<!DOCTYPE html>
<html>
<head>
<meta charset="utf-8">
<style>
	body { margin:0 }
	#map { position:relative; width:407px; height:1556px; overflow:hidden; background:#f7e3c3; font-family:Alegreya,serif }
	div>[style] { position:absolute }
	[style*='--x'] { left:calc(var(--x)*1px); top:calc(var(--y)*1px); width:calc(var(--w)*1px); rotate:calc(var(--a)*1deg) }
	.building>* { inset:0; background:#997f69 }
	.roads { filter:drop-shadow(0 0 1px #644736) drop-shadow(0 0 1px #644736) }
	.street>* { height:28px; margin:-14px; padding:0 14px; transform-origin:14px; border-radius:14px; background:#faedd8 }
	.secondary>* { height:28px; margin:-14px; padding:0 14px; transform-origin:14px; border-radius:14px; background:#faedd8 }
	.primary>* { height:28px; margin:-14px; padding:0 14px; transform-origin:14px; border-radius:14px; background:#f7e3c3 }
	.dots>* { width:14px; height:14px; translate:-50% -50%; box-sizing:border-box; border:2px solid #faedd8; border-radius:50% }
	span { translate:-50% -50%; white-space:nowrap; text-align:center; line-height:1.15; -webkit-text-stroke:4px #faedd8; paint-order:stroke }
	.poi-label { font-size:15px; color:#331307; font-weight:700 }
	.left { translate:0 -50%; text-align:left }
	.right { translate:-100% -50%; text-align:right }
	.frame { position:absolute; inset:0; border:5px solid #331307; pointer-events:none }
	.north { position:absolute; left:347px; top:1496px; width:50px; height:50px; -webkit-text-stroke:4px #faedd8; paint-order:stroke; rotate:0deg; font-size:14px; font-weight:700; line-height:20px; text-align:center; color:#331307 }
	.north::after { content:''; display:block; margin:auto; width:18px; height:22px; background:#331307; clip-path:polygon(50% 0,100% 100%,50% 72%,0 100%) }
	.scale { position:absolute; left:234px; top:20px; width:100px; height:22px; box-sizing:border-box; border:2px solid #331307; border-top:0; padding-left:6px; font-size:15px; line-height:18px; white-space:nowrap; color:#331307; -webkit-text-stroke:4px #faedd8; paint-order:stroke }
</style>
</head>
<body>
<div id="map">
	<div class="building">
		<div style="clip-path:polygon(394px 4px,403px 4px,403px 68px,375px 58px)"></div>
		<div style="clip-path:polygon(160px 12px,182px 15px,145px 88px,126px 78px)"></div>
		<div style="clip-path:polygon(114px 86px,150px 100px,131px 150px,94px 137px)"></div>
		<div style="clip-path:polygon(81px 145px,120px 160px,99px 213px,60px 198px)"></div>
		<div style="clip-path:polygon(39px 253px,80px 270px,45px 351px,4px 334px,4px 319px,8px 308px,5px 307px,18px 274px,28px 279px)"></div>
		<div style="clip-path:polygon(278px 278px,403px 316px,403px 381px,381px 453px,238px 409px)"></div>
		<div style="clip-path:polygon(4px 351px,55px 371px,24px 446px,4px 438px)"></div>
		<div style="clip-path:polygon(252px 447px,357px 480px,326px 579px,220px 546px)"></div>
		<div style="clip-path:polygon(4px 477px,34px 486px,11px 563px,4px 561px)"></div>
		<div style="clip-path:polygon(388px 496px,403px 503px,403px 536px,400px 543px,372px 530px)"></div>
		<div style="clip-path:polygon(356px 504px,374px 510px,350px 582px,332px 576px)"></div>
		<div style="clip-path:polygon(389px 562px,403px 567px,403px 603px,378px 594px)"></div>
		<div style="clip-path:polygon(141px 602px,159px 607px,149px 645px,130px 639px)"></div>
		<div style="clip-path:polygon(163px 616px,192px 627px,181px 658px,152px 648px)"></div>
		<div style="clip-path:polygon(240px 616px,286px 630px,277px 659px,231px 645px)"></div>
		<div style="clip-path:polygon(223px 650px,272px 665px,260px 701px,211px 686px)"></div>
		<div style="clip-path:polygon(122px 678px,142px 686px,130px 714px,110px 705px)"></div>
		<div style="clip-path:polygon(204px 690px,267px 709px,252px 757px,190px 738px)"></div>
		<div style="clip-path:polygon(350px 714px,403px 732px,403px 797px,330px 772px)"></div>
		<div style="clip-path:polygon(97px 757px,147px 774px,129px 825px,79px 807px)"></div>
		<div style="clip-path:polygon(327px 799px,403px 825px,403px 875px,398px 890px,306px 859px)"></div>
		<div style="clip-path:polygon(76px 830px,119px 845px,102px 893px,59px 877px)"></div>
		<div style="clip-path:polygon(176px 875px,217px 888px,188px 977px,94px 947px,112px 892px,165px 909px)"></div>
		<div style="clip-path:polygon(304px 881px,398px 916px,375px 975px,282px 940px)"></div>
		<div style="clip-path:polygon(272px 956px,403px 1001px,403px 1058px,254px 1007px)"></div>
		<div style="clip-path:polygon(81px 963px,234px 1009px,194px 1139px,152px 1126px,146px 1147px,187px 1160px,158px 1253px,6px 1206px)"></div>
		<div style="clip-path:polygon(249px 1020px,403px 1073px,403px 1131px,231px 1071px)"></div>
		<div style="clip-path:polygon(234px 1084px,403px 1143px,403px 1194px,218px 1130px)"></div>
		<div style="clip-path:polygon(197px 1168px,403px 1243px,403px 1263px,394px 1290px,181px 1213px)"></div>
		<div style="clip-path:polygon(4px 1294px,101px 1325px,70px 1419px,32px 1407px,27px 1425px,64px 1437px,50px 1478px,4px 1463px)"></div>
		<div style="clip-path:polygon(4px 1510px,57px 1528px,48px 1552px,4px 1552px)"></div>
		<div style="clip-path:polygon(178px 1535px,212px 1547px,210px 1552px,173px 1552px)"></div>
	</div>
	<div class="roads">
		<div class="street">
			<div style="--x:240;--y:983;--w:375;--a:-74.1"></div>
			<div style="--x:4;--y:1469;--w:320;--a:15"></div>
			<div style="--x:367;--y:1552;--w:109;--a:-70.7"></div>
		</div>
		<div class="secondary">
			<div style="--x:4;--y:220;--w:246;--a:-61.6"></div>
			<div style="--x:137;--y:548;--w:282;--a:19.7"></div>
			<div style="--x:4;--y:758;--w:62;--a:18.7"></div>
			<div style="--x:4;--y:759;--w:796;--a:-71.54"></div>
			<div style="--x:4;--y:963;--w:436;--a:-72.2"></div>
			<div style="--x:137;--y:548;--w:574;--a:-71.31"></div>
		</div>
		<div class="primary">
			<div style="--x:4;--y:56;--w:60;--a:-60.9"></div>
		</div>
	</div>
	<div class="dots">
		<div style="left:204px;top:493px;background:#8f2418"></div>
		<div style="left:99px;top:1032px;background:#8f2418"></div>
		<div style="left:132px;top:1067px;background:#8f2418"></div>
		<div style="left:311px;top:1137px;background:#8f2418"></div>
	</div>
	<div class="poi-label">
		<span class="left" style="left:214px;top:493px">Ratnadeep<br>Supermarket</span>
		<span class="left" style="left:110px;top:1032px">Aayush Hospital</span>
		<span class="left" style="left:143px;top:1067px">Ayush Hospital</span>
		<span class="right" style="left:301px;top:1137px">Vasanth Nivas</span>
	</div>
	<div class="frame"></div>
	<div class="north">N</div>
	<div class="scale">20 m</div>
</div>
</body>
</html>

Exercise directions – Beginning with the first line of the listing above, please write out every line exactly until you reach the line that contains "filter:drop-shadow(0 0 1px", and include that one too.

Solution for this problem –
<!DOCTYPE html>
<html>
<head>
<meta charset="utf-8">
<style>
	body { margin:0 }
	#map { position:relative; width:407px; height:1556px; overflow:hidden; background:#f7e3c3; font-family:Alegreya,serif }
	div>[style] { position:absolute }
	[style*='--x'] { left:calc(var(--x)*1px); top:calc(var(--y)*1px); width:calc(var(--w)*1px); rotate:calc(var(--a)*1deg) }
	.building>* { inset:0; background:#997f69 }
	.roads { filter:drop-shadow(0 0 1px #644736) drop-shadow(0 0 1px #644736) }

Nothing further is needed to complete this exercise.